Just last fall, a celebrity-studded mock trial of Abraham — for the charge of attempted second-degree murder — drew 1,300 Jewish New Yorkers to Temple Emanu-El. (He was acquitted, but only barely.)

In honor of Father’s Day, we present a few of the most problematic fathers in the Hebrew Bible:

1. Lot

When a mob shows up outside your door demanding to make off with your houseguests, what should you do? Here’s a very basic rule: Don’t offer the mob the opportunity to rape your daughters instead. Lot’s heinous, horrific proposition to the rabble of Sodom marks him as the Bible’s worst parent. And that’s saying something.

2. Jeptha

Jeptha may have been a sharp commander in battle, but his behavior as a parent was absolutely criminal. Before leading an attack on the Ammonites, he vows that, if successful, he will sacrifice to God the “first thing that comes out of the doors of my house to greet me” (Judges 11:31). This vow would make a great deal of sense if, for example, you have a pest problem, and the most likely thing to greet you on returning home is a cockroach. Less so if you live with human beings. Jeptha’s daughter greets her father first, and pays the price.

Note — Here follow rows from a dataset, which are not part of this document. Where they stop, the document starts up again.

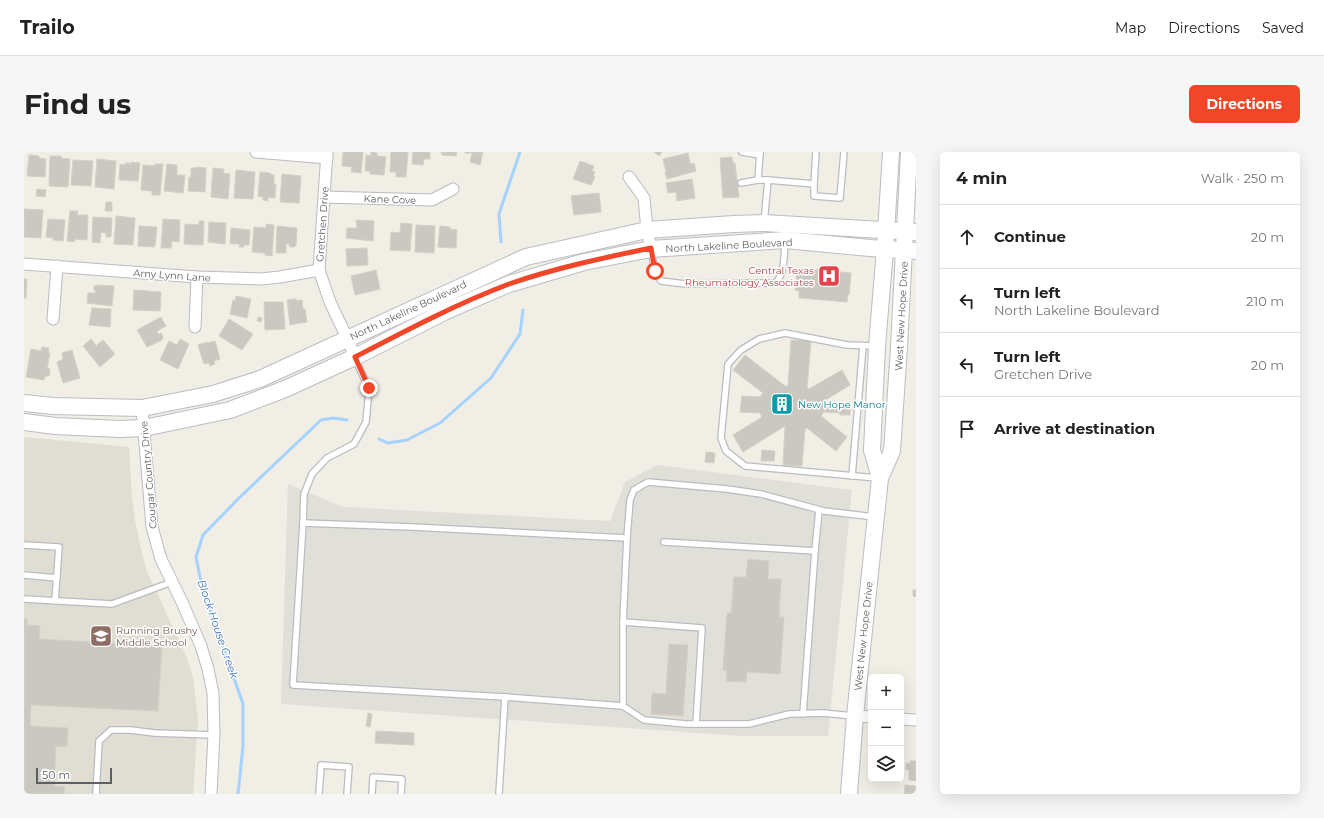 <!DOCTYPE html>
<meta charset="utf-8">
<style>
body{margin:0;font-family:Montserrat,sans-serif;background:#f6f6f6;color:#222}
.controls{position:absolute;right:12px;bottom:12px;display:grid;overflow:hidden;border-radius:6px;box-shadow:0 4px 16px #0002}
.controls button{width:36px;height:36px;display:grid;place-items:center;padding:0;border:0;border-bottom:1px solid #e0e0e0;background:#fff;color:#222;font:20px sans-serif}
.scale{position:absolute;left:12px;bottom:10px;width:76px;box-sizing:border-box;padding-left:4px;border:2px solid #5c6066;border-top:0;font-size:11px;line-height:14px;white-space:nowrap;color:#5c6066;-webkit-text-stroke:3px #fff;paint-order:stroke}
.stop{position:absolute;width:12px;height:12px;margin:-9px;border:3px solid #f24629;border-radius:50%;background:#fff}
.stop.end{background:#f24629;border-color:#fff;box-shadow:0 1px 4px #0008}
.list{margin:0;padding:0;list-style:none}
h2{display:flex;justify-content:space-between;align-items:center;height:52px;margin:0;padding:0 16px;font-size:17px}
h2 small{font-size:13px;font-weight:400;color:#767676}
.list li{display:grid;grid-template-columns:26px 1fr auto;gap:12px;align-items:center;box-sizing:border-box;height:64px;padding:0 16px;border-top:1px solid #e0e0e0}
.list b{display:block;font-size:15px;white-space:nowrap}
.list p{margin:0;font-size:13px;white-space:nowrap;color:#767676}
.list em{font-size:13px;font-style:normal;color:#767676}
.icon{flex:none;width:22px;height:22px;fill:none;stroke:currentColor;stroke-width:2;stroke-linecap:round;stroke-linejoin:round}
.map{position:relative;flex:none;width:892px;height:642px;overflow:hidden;border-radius:6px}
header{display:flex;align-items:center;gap:24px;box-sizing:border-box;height:56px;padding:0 20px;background:#fff;border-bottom:1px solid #e0e0e0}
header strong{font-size:19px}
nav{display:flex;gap:22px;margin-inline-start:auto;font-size:14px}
.intro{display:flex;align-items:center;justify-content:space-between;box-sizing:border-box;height:96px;padding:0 24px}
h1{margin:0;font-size:28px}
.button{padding:10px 18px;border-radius:6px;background:#f24629;color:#fff;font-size:14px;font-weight:700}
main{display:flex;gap:24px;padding:0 24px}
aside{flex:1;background:#fff;border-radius:6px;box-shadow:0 4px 16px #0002}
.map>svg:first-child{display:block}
.industrial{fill:#e0e0d9}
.education{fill:#e0ddd3}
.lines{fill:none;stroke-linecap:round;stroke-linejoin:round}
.stream{stroke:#a6d2ff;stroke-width:3}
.building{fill:#cbc8c2;stroke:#d5d0c3}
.lane-casing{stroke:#b9bcc1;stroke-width:8}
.street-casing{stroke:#b9bcc1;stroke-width:13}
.secondary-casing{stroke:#babdc3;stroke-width:18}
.lane{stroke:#fff;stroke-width:5.5}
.street{stroke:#fff;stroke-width:11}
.secondary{stroke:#fff;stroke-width:16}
.route{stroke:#f24629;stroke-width:5}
.labels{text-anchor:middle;stroke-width:3;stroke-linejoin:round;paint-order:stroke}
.street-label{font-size:10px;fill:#5c6066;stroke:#fff}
.health-label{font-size:10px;fill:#be3a42;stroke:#fff;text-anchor:end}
.culture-label{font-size:10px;fill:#0d838f;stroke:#fff;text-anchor:start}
.education-label{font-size:10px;fill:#785e54;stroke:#fff;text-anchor:start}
.water-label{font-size:11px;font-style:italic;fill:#3f75c1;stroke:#fff}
</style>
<header>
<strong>Trailo</strong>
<nav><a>Map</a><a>Directions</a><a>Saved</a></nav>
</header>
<div class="intro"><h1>Find us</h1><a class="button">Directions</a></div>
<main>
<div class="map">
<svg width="892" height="642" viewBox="0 0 892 642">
<rect width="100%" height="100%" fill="#f0eee5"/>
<polygon class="industrial" points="633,313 828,338 804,584 718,584 257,552 264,332 319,355 586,369 601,330"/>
<polygon class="education" points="0,285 105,295 108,345 111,368 116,393 122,417 163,506 169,525 174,568 169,642 0,642"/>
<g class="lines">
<g class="stream">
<polyline points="477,90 475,62 496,0"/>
<polyline points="355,287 364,291 383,288 416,271 467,226 496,182 499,158"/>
<polyline points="214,642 219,594 219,552 178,435 172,405 179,383 215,346 297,268 309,266 323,268"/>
</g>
</g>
<g class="building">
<polygon points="319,0 339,0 337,21 327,20 328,15 318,14"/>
<polygon points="347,0 353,1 353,4 362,5 360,23 346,22 346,19 341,19 342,3 347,4"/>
<polygon points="367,0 384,0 382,25 372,25 372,20 366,20"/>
<polygon points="389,0 406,0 406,7 400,7 399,13 388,12"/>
<polygon points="416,0 433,0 432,4 418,3 418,0"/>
<polygon points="440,0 459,0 456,13 446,10 448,1 446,0 444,2"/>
<polygon points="630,0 638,0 635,4"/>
<polygon points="664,1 666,12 670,11 672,19 643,27 641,20 642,20 639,7"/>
<polygon points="5,3 15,4 15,6 22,7 21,25 3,24"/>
<polygon points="26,4 37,4 37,6 46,7 44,35 25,34"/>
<polygon points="708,5 709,11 711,11 715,45 699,46 696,6"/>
<polygon points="73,7 92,9 90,37 71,35"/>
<polygon points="49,8 69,9 67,34 47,33"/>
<polygon points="556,9 570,14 568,19 571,20 569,24 571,25 567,33 549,27"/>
<polygon points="107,10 116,11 114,29 95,28 96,12 101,13 101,11 106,11 105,13 107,13"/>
<polygon points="131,12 139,12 136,43 128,43 128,39 117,38 119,13 131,14"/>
<polygon points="143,12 153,13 153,23 161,23 159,41 140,39"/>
<polygon points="172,15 182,16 181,40 164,39 165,25 167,25 167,16 172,16"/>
<polygon points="189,16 200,17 199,21 206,22 204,47 187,45"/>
<polygon points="212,18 231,20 229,47 210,46"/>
<polygon points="236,20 246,21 246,22 250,23 250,32 252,32 251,46 244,45 244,49 239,48 239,45 234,44"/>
<polygon points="258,22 277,24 275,51 256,50"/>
<polygon points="668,27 671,46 653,49 652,40 644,41 642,31"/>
<polygon points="13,37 22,38 21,45 12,44"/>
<polygon points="575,41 577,60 550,63 547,44"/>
<polygon points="82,50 88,50 88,59 81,59"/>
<polygon points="0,57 19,58 17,86 0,85"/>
<polygon points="46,59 54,59 53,63 64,63 63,88 51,87 50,90 43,89"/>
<polygon points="92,64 111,66 109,93 90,92"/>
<polygon points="69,65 88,66 87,85 82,85 82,81 77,80 76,91 68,90"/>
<polygon points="24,67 41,68 39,89 29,88 29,86 22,85"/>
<polygon points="139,67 156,68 155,90 148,89 147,96 137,96"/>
<polygon points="332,68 350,69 349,89 322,86 323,76 333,76"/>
<polygon points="175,69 180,69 179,93 160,92 161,72 175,73"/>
<polygon points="185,70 202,71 201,92 184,90"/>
<polygon points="377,71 388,72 386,99 366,98 367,80 376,81"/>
<polygon points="242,72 250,73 248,104 241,103 241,101 228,100 230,75 242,76"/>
<polygon points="392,73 411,74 410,101 391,100"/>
<polygon points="115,74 133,75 131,94 130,94 130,95 114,94"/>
<polygon points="253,74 273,76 272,93 270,95 266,95 265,92 262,92 262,101 252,101"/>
<polygon points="416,74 426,75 426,77 433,78 432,96 414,95"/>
<polygon points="207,76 226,78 225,93 220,93 220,95 215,95 216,92 206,92"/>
<polygon points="343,96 344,113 323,114 322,97"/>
<polygon points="773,116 827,121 825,143 824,142 823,150 775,146 775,139 771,138"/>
<polygon points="352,118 356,137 331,143 327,124"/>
<polygon points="0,127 3,127 2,146 0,146"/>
<polygon points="73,133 90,134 88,154 63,151 64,141 72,141 72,140 70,138 70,134"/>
<polygon points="110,138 137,140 136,159 109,158"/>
<polygon points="212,144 227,147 223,166 206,162 209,148 211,149"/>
<polygon points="272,147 272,149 278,148 279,157 281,157 283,170 266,173 263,148"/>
<polygon points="240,150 259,150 261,177 241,178"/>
<polygon points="68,156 87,157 86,175 65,173"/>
<polygon points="137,165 142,174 133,179 134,182 137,181 139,185 138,188 123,195 113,178"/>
<polygon points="234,165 238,166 237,170 233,169"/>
<polygon points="205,167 229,182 218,198 195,184"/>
<polygon points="67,187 73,195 73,193 79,188 91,202 76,215 59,194"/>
<polygon points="156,187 165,192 154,217 136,208 145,189 153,193"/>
<polygon points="767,188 787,189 783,236 785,237 818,218 826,233 798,250 802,257 797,264 823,285 812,299 783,276 781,277 778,314 759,313 761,274 719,300 709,283 738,265 736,261 716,260 718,244 736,245 739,241 709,218 721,203 761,234 764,234"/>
<polygon points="191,189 196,207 190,209 191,212 186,214 185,211 180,212 174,193 183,190 184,191"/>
<polygon points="18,195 25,196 24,201 26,201 23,216 26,217 25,224 21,224 20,228 2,225 7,197 17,199"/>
<polygon points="48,198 56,226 39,231 33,210 39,207 38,201"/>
<polygon points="816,254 826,254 826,263 816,263 816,261 800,260 802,257 801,255 816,256"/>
<polygon points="738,298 751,299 750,309 737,309"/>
<polygon points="682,300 691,301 690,311 681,310"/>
<polygon points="724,407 745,409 744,427 757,427 755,465 760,465 756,522 723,520 722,530 702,529 703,519 699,518 703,461 707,461 710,425 722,425"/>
<polygon points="889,438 892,438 892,445 889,444"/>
<polygon points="0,466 3,467 3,473 16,474 15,487 138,494 134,559 7,553 6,574 44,576 43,595 32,594 30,634 41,635 40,642 0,642"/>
<polygon points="645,492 664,493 659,564 627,562 628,541 642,542"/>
<polygon points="344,561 348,562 346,575 342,574"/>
<polygon points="352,579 390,581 390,593 351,591"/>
<polygon points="886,609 892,609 892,629 885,628 885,618 882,618 882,611 886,612"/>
<polygon points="881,633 892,634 892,642 880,642"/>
</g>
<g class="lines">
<g class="lane-casing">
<g id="lane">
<polyline points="718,0 736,3"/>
<polyline points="734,28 736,0"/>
<polyline points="717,31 734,28 744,28"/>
<polyline points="790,32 790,44 816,46 820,0"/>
<polyline points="740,71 744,28 790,32 792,0"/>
<path d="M627 99 631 119 637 129 661 132 751 131C761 123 760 102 761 90"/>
<polyline points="852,194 823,193 761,181 735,187 717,198 704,212 697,286 702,299 721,314 853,326"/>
<polyline points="331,206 345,237 342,270 330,292 303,306 288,322 280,342 279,371 269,533 481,545"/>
<polyline points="828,324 839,194"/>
<polyline points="279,371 388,375 603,386"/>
<polyline points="640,390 791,399 795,358"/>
<polyline points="0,393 35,395 31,449"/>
<polyline points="0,423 33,426"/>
<polyline points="0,447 88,452 148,430"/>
<polyline points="599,470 678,476 672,572"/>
<polyline points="599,554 620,568 662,572 725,572 765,562 799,561 829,564"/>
<polyline points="779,562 791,399"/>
<polyline points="72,642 75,589 87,578 106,578 131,581 190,583"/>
<polyline points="295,642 297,613 325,615 323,642"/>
<polyline points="348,642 349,625 378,627 377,642"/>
<polyline points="475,642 481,545 599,554 599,470 603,386 606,348 610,338 624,330 703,337 737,342 800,359 851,365"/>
</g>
</g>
<g class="street-casing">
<g id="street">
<polyline points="232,0 303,6"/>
<polyline points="303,0 295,118 306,150 323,186 331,205"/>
<polyline points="605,25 620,46 623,78 627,97"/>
<polyline points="300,45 408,48 429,37"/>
<polyline points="0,112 173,125 237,127 256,125 295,118"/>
<polyline points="29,167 33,114"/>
<polyline points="171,175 173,125"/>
<polyline points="118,256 128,375 137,407 158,450 177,494 184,517 189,541 190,583 187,642"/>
<polyline points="831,564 847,565"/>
<polyline points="877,567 892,568"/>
</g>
</g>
<g class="secondary-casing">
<g id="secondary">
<polyline points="0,251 29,254 118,256 189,242 236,227 502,105 623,78 710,72 740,71 892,80"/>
<polyline points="0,270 31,274 96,277 120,276 206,258 261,237 331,205 420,160 485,132 560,110 627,97 761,88 846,96 892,99"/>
<polyline points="856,326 848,298 853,194 861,97 867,0"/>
<polyline points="825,642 831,564 856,326 868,299 875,195 885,0"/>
</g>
</g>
<use href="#lane" class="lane"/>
<use href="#street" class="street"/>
<use href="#secondary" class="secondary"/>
</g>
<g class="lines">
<path class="route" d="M345 236 331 205C381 179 432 152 485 132 531 116 579 106 627 96L631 119"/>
</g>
<defs>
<g id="hospital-square" transform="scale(1.15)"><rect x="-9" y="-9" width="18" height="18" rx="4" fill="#e0444e" stroke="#fff"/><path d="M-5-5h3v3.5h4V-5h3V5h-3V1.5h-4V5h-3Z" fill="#fff"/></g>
<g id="building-square" transform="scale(1.15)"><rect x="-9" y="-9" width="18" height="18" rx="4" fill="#0f9aa8" stroke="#fff"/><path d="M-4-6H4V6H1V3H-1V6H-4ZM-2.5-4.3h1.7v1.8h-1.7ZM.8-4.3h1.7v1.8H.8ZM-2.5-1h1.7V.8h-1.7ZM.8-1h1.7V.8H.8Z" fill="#fff"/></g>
<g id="school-square" transform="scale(1.15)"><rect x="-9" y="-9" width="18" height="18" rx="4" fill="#8d6e63" stroke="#fff"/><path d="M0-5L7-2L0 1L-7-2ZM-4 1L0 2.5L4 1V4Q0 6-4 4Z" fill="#fff"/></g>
</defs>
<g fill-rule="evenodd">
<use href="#hospital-square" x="805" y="124"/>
<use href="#building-square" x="758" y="252"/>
<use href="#school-square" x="77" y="484"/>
</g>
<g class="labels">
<g class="street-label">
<text transform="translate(366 47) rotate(2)" y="4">Kane Cove</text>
<text transform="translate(298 72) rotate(-86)" y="4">Gretchen Drive</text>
<text transform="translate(705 93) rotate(-3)" y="4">North Lakeline Boulevard</text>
<text transform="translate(148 123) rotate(4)" y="4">Amy Lynn Lane</text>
<text transform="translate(384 158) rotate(-25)" y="4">North Lakeline Boulevard</text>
<text transform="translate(877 164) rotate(-87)" y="4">West New Hope Drive</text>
<text transform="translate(124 323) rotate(-95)" y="4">Cougar Country Drive</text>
<text transform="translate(839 484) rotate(-84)" y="4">West New Hope Drive</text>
</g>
<g class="health-label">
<text x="790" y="122">Central Texas<tspan x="790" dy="12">Rheumatology Associates</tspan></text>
</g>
<g class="culture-label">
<text x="774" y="256">New Hope Manor</text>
</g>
<g class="education-label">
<text x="92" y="482">Running Brushy<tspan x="92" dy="12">Middle School</tspan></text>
</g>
<g class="water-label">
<text transform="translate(194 477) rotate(71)" y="4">Block House Creek</text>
</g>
</g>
</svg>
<div class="controls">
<button>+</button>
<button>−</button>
<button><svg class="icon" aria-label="layers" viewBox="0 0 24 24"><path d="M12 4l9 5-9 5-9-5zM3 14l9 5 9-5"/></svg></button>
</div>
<div class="scale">50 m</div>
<div class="stop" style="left:631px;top:119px"></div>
<div class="stop end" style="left:345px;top:236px"></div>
</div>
<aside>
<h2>4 min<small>Walk · 250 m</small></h2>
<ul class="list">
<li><svg class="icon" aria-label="ahead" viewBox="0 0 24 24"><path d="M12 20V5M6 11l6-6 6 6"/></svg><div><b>Continue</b></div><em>20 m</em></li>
<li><svg class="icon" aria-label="left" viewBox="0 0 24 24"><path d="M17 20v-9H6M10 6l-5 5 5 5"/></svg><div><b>Turn left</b><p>North Lakeline Boulevard</p></div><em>210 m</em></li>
<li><svg class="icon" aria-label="left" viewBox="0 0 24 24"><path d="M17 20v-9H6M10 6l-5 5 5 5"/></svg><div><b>Turn left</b><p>Gretchen Drive</p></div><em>20 m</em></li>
<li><svg class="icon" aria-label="arrive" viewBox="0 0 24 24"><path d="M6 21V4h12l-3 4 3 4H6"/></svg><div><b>Arrive at destination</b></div></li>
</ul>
</aside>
</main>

Jeptha's daughter by Bon Boullogne

3. Abraham

Abraham might have earned a spot on the list of bad Biblical dads just for introducing circumcision. Or for sending his son Ishmael to die in the desert. But there’s also that little matter of trying to kill Isaac. The binding of Isaac has puzzled scholars and philosophers for thousands of years: Was Abraham bluffing? Did he lie to Isaac? Why did God command Isaac’s sacrifice to begin with?

Whatever the answers, Abraham put his son through an incredible trauma: Imagine watching your father tie you down to a rock and lift a knife above your neck, ready to kill you. The Torah hints that Isaac never spoke to his father again after the near-miss. I can’t say I blame him.

4. David

David was the nation’s quintessential leader and poet, and its most successful general. But it all came undone when he glimpsed Batsheva bathing on the roof. In the words of another poet, Leonard Cohen, “Her beauty and the moonlight overthrew him.” David becomes an adulterer and a murderer, and his family life immediately falls to pieces: One child dies, another rapes his own half-sister, and Absalom launches a bloody revolt against David that takes his life. Not exactly a picture of domestic tranquility.

Image by Wikimedia Commons

5. Moses

Moses was the long-suffering leader for the wandering tribes of Israel. Perhaps that explains why he had such little time for his children, who seem to have missed the Exodus entirely. When his wife, kids, and father-in-law rendezvous with the Israelites, Moses rushes out to hug his father-in-law, but ignores his wife and kids. Virtually the only mention of his offspring is a bizarre story involving a hotel, his son’s foreskin, and a flint. Really.